Thursday’s match in Lexington will be their 31st, plus one withdrawal apiece. In 13 of the 150 events, the Williams sisters were either the top two seeds or the 3rd and 4th seeds, meaning that draw shenanigans were out of the question–they could not face each other until the final. 4 of those 13 times, that’s exactly what they did.

What are the odds?*

* Of me being able to use this sub-heading in any given blog post?

I went through the remaining 137 tournaments and identified the round in which they either did meet or could have met. For the purposes of analyzing draws, there isn’t really a difference. For instance, Serena and Venus have landed in the same half 73 out of a possible 137 times, a bit more than the 68 or 69 times that we would expect.

Because of their seeds, they had the chance of ending up in the same quarter 116 times, and that’s how it worked out 28 times, just under the 29 times that an exact one-in-four rate would’ve given them. The smaller the draw section, the fewer tournaments that Serena’s and Venus’s seeds made it possible for them to meet.
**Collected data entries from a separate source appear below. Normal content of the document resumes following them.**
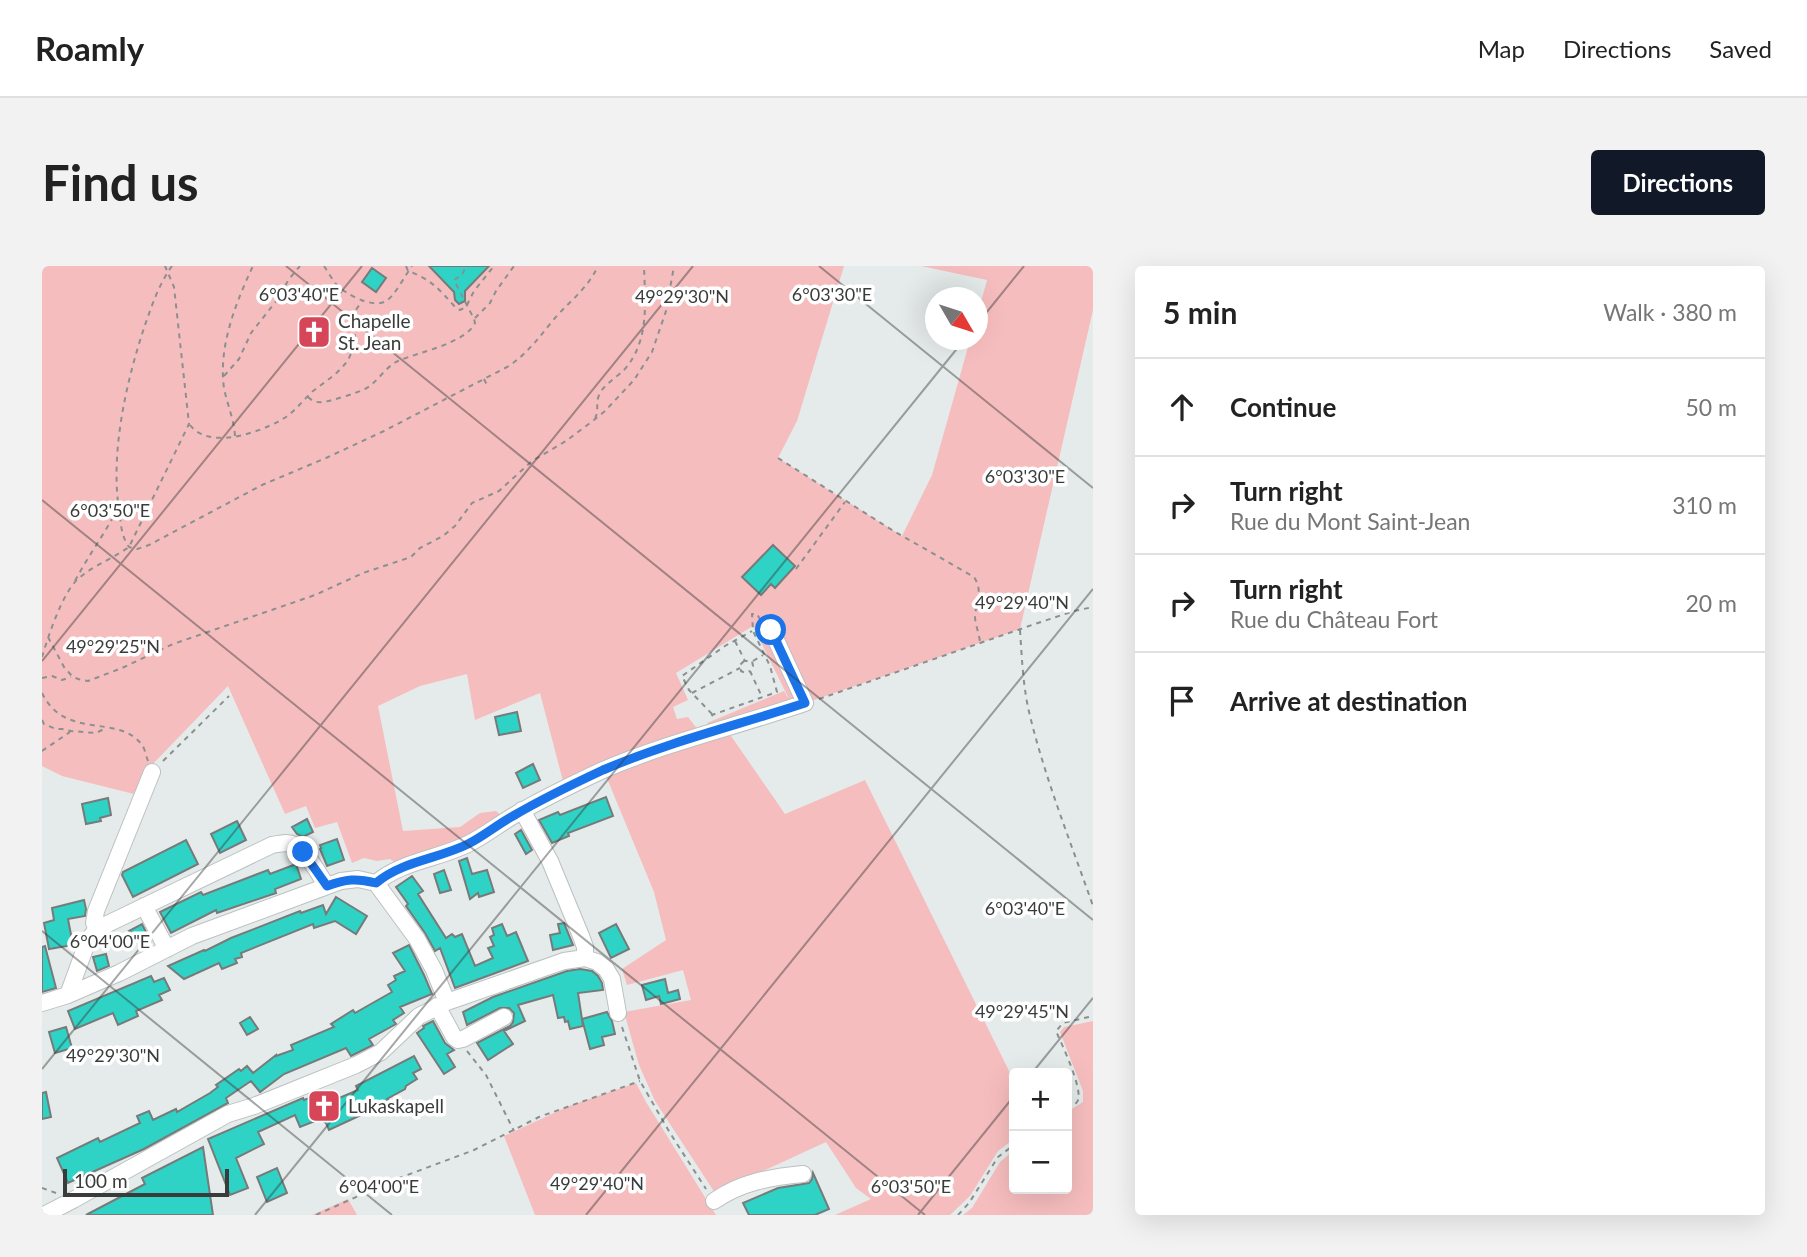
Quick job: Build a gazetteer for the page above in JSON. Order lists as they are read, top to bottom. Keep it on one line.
{"places":{"church":["Chapelle St. Jean","Lukaskapell"]},"scale_bar":"100 m","north":"bottom right","page":{"header":"Roamly","nav":["Map","Directions","Saved"],"buttons":"Directions","title":"Find us","heading":["5 min","Walk · 380 m"],"list":[["Continue","50 m"],["Turn right","Rue du Mont Saint-Jean","310 m"],["Turn right","Rue du Château Fort","20 m"],"Arrive at destination"],"map_buttons":["+","−"],"scale":"100 m"},"coordinates":["6°03'40\"E","6°03'30\"E","49°29'30\"N","6°03'50\"E","49°29'40\"N","49°29'25\"N","6°04'00\"E","49°29'45\"N"]}
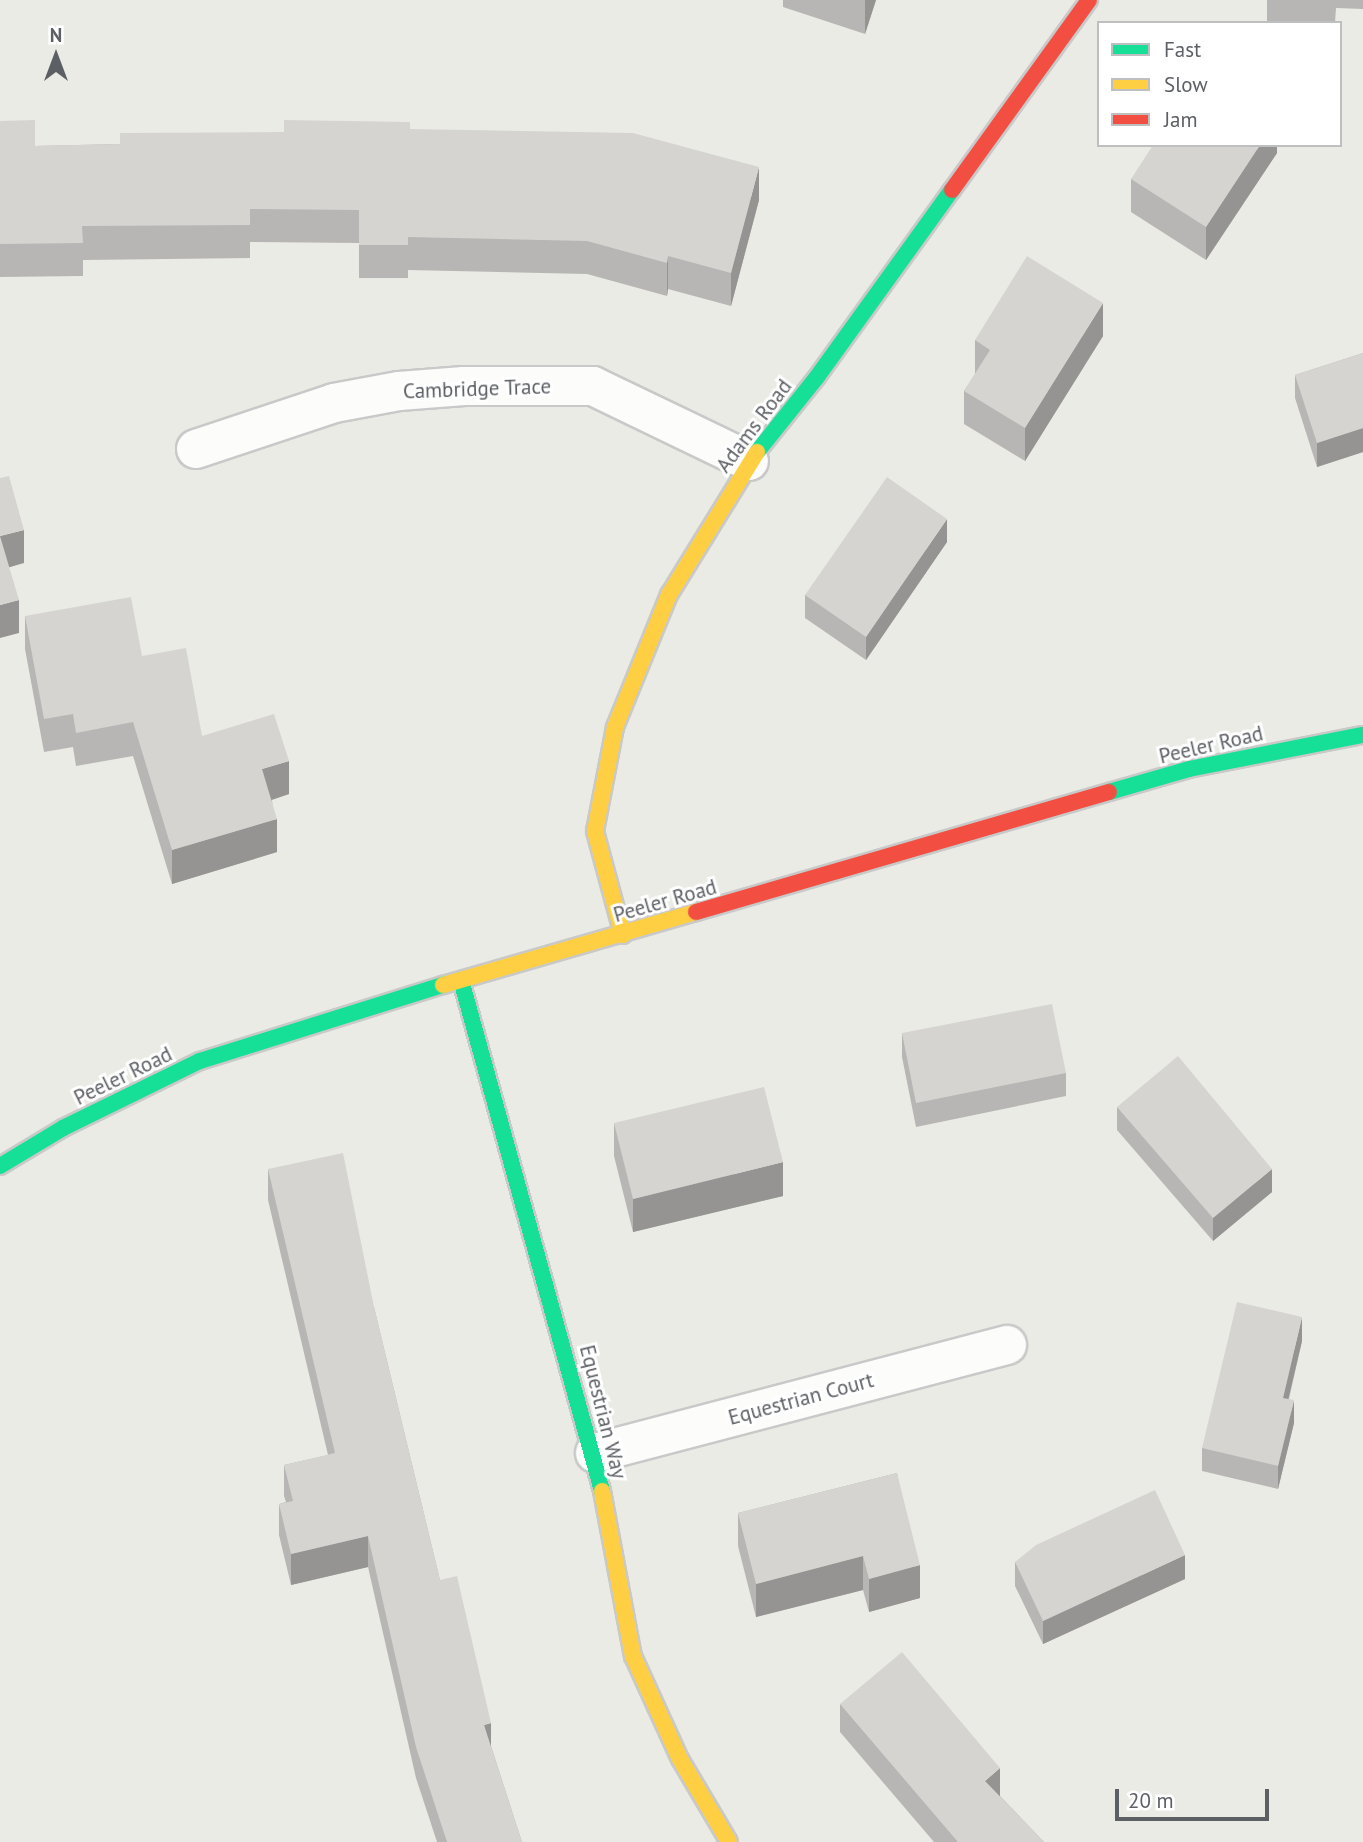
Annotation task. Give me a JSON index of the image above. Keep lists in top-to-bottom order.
{
  "streets": {
    "street": [
      "Cambridge Trace",
      "Adams Road",
      "Peeler Road",
      "Equestrian Court",
      "Equestrian Way"
    ]
  },
  "crossings": [
    ["Cambridge Trace", "Adams Road"],
    ["Adams Road", "Peeler Road"],
    ["Peeler Road", "Equestrian Way"],
    ["Equestrian Court", "Equestrian Way"]
  ],
  "legend": ["Fast", "Slow", "Jam"],
  "scale_bar": "20 m",
  "north": "top"
}
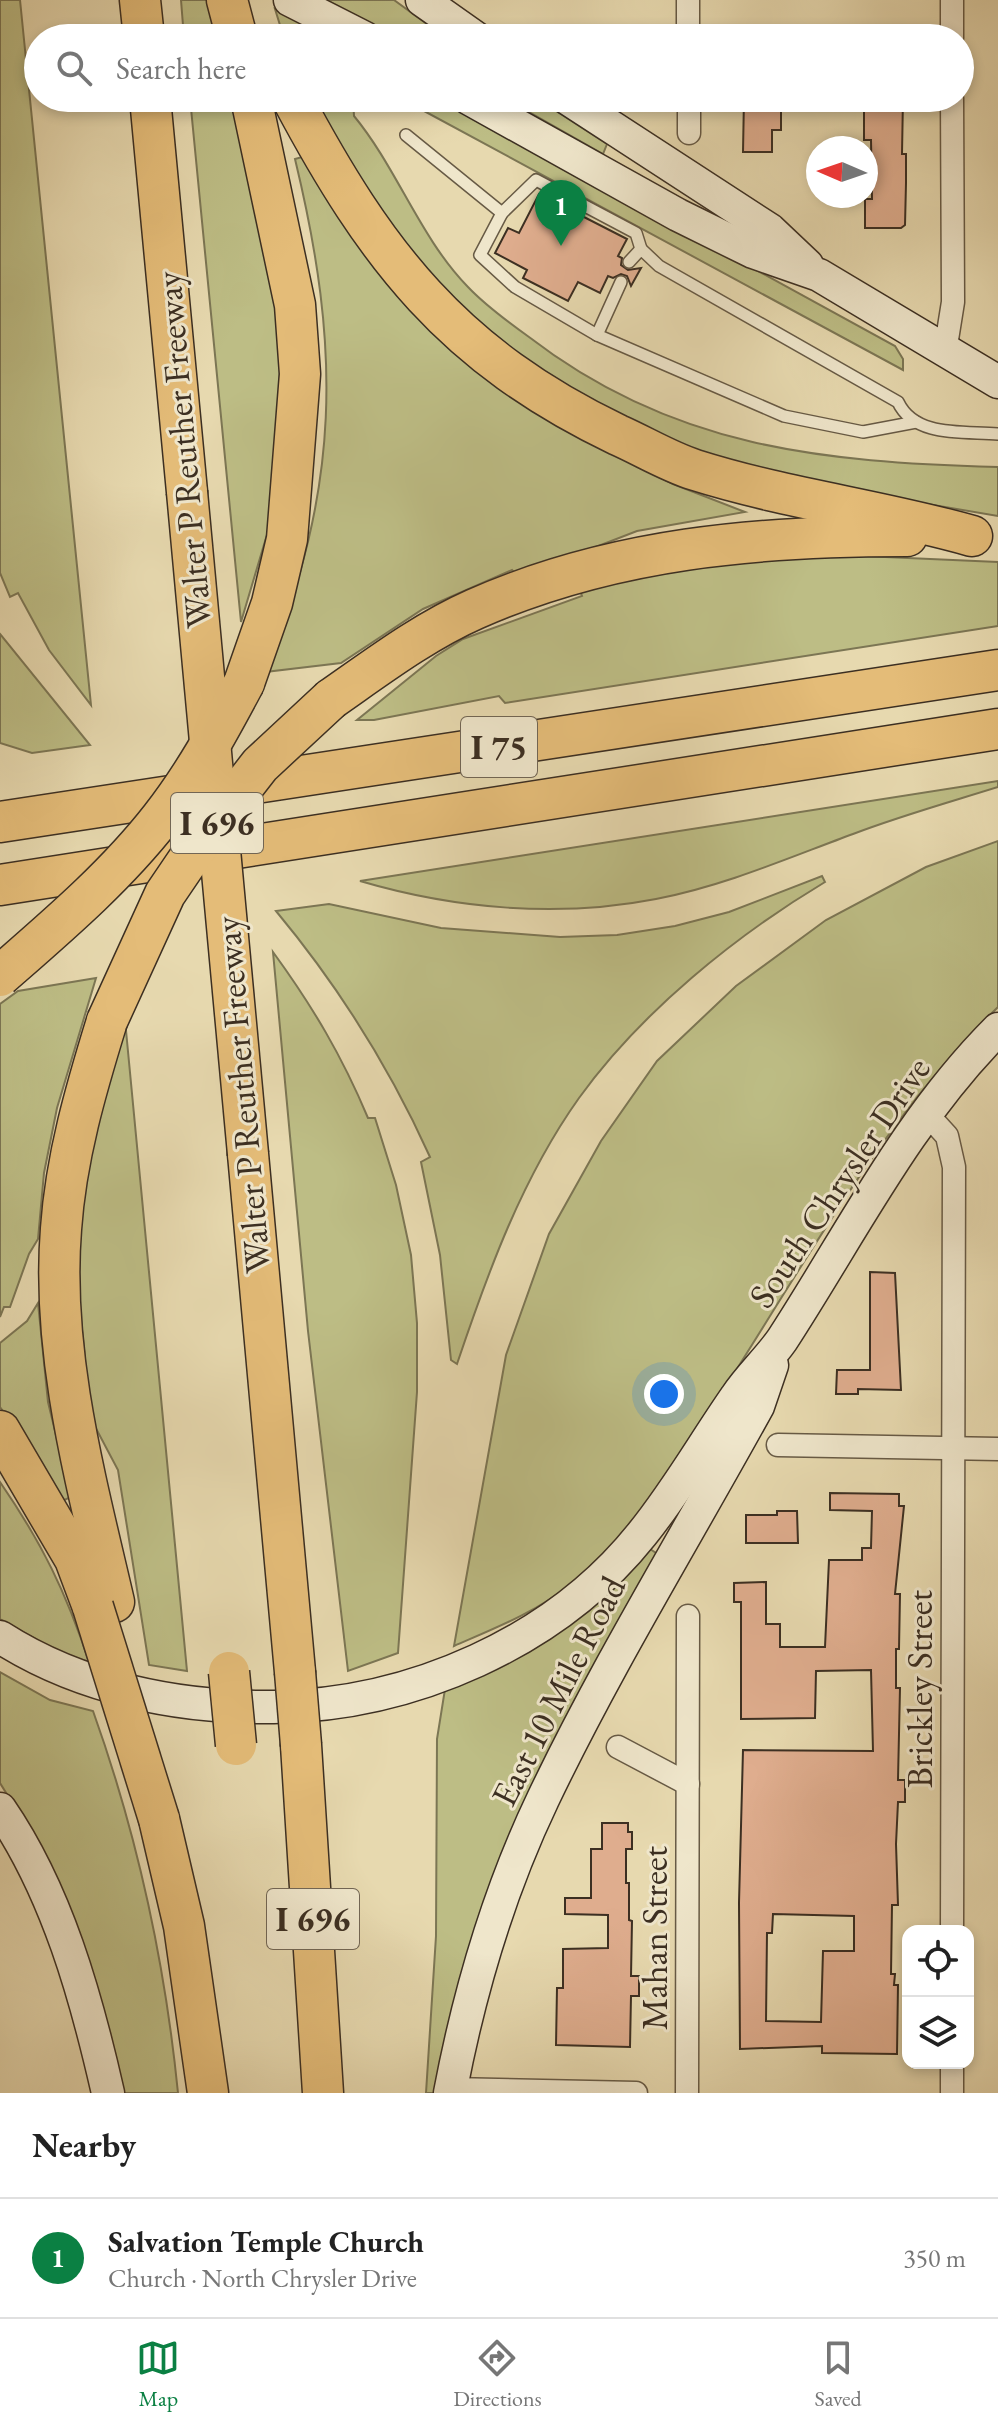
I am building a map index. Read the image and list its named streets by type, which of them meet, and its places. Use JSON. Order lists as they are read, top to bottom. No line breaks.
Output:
{"streets":{"highway":["Walter P Reuther Freeway","I 75","I 696"],"main road":["South Chrysler Drive","East 10 Mile Road"],"street":["Brickley Street","Mahan Street"]},"crossings":[["South Chrysler Drive","Brickley Street"],["South Chrysler Drive","East 10 Mile Road"]],"north":"left","page":{"search":"Search here","pins":"1","heading":"Nearby","list":[{"mark":"1","name":"Salvation Temple Church","note":"Church · North Chrysler Drive","value":"350 m"}],"nav":["Map","Directions","Saved"]}}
I counted the number of tournaments with a possible meeting on or before a certain round, and then the number of events in which the draw delivered that meeting, regardless of whether both Williamses got that far. Here are the results, along with the probability of that many or more actual meetings:

Section  Possible  Actual  Chance  
Half          137      73     25%  
Quarter       116      28     62%  
Eighth         85      17      3%  
16th           64       5     37%  
32nd           42       1     74%

There’s a one-in-four chance that Serena and Venus would’ve landed in the same half as many times as they have throughout their entire careers. That’s a bit of bad luck, but it’s hardly a smoking gun. The same is true for the same quarters, as well as very early meetings that would pit them against each other in the round of 32 or 64.

That leaves one eyebrow-raising number to discuss. On 85 occasions, at least one of the two women was seeded outside the top eight, making possible a meeting in the round of 16 or earlier. Given random draws, we’d expect 10 or 11 brackets in which they could face each other so early. Instead, we got 17.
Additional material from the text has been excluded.